Suspected murderer barricaded in house besieged by mob
After stabbing the young footballer, A. Diaw panics. He in turn tries to disappear, but the crowd begins to growl in anger. He quickly understands that he must flee to avoid being lynched to death by mob justice, so common in Thiaroye-sur-mer. He begins a frantic race, pursued by the crowd which ends up besieging the house where A. Diaw found refuge.
“Let him be given to us to suffer the same fate. To death! To death! (na dé, na dé) »chants the angry crowd, reports The Observer. The occupants of the house, reinforced by notables who came to reason with the crowd, refused to give in. It was in this atmosphere of high tension that a local notable alerted the Thiaroye gendarmes, asking them to intervene quickly to avoid “two deaths” in Thiaroye-sur-mer. An alert which made it possible to save the alleged murderer, brought to safety by the Thiaroye gendarmes, who arrived on the scene a few minutes later.
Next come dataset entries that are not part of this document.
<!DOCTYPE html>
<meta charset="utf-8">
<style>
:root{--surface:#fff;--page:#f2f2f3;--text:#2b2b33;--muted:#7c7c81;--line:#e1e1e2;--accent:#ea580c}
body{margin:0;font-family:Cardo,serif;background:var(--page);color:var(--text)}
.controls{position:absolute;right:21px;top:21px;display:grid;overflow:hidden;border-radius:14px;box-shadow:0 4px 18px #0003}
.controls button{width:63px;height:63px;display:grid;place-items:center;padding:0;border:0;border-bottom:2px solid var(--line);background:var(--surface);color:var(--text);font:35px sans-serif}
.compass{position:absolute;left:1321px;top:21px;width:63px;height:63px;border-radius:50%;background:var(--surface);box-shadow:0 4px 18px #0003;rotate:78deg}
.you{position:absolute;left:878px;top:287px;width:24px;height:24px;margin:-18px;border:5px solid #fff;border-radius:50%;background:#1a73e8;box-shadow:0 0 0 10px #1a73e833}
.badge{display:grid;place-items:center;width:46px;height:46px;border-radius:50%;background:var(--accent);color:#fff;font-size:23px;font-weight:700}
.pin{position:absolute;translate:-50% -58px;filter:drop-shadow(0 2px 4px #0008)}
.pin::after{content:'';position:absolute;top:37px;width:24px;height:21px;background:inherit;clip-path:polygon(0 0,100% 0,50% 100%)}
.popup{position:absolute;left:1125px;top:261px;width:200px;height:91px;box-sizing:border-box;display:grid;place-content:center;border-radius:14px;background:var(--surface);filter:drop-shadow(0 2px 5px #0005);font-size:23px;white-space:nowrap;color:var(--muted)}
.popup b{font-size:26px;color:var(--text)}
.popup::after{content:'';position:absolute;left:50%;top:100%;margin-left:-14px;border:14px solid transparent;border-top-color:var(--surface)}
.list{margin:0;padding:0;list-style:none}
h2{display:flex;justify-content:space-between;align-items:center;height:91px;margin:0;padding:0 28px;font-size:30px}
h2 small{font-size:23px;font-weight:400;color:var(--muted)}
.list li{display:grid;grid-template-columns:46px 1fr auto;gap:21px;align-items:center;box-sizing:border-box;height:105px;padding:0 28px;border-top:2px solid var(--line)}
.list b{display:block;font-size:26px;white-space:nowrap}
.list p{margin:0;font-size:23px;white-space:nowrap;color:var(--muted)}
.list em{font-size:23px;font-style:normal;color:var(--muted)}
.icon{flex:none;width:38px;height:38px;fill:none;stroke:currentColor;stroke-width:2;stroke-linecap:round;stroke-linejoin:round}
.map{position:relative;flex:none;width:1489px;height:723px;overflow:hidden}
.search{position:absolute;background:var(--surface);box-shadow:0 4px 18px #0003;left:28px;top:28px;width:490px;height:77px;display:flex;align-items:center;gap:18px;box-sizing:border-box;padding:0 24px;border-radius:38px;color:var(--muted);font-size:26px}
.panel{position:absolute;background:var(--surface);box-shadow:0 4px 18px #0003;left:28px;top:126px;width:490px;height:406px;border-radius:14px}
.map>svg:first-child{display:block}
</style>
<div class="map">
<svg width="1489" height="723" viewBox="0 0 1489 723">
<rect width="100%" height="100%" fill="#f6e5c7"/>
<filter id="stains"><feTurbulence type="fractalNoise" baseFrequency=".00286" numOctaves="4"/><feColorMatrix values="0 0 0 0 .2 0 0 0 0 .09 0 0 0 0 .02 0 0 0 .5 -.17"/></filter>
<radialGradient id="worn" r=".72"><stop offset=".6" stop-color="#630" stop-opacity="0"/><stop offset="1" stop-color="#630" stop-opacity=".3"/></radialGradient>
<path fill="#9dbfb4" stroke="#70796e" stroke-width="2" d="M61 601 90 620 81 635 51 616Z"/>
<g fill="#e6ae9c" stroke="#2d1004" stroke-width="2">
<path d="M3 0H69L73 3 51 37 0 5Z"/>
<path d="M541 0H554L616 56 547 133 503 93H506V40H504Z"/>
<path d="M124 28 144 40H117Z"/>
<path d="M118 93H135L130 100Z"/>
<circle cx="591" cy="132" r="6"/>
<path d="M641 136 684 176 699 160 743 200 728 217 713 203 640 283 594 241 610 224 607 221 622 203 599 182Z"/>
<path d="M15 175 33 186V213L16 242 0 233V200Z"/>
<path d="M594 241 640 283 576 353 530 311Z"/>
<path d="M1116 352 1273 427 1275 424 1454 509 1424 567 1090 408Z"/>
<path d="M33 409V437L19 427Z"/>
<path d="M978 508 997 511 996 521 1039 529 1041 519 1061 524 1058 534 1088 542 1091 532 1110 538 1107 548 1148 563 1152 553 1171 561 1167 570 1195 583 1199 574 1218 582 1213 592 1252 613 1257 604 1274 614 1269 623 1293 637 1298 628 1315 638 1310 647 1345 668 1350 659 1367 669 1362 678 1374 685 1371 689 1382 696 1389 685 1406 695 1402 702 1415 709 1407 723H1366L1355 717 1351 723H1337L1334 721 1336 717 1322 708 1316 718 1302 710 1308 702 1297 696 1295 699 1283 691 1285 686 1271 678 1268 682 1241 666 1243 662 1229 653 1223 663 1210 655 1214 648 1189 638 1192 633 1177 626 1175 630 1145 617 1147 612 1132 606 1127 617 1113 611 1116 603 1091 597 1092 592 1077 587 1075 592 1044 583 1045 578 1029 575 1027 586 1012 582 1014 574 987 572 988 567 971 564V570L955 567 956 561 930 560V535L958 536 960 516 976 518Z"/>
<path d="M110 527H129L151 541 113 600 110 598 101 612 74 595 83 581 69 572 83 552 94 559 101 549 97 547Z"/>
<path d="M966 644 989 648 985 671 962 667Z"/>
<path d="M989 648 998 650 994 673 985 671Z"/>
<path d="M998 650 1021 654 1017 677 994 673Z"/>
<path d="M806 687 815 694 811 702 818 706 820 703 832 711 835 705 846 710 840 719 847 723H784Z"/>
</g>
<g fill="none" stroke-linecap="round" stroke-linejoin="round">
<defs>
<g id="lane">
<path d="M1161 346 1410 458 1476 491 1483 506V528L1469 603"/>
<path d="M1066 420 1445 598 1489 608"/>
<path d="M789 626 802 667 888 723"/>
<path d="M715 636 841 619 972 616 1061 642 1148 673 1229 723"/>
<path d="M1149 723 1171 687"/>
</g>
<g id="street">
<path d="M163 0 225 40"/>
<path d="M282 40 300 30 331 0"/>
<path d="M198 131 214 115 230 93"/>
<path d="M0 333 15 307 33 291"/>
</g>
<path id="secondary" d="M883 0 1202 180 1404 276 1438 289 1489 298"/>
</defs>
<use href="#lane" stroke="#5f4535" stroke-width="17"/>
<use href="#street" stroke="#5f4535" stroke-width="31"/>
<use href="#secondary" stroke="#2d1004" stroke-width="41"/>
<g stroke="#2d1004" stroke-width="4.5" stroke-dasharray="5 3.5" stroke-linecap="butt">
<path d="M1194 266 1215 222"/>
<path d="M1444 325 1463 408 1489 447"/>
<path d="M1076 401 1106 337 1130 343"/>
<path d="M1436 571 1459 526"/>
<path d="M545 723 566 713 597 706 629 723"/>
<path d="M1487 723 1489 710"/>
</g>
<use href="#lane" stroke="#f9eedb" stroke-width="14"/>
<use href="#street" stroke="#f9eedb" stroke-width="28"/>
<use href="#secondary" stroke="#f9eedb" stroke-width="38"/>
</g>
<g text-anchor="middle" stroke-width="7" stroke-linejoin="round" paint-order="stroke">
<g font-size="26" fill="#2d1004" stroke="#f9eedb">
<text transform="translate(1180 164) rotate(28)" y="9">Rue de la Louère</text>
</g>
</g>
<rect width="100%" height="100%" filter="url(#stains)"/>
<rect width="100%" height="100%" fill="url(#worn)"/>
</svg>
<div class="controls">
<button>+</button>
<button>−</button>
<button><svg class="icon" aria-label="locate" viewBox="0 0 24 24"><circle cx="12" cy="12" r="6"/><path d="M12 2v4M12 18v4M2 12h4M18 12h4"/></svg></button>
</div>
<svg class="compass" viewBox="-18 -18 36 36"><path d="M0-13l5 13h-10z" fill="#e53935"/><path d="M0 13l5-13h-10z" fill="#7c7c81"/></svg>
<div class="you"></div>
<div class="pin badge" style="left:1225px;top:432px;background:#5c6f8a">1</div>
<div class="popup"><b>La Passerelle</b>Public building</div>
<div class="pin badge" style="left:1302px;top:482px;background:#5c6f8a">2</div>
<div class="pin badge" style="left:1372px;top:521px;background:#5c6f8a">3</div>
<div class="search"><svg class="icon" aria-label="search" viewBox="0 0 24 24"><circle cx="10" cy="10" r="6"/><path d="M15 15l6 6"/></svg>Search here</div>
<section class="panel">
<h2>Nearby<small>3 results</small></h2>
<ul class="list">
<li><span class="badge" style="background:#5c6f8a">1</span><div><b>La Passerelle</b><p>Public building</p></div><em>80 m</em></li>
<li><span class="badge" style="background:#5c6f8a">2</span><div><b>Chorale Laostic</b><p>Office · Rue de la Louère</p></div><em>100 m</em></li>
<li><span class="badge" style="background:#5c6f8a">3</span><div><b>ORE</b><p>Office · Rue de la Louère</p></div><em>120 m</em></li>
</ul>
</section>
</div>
A. Diaw was taken into police custody. The district delegate took this opportunity to denounce the ceremonies which continue until late at night. “ This must stop. Whether they are family, folk or religious ceremonies, we must no longer accept that they take place late into the night. These are moments of great insecurity during which young people take advantage of them to settle disputes. The authority must take firm measures to say stop », Confided Birane Niang, the district delegate, as reported The Observer.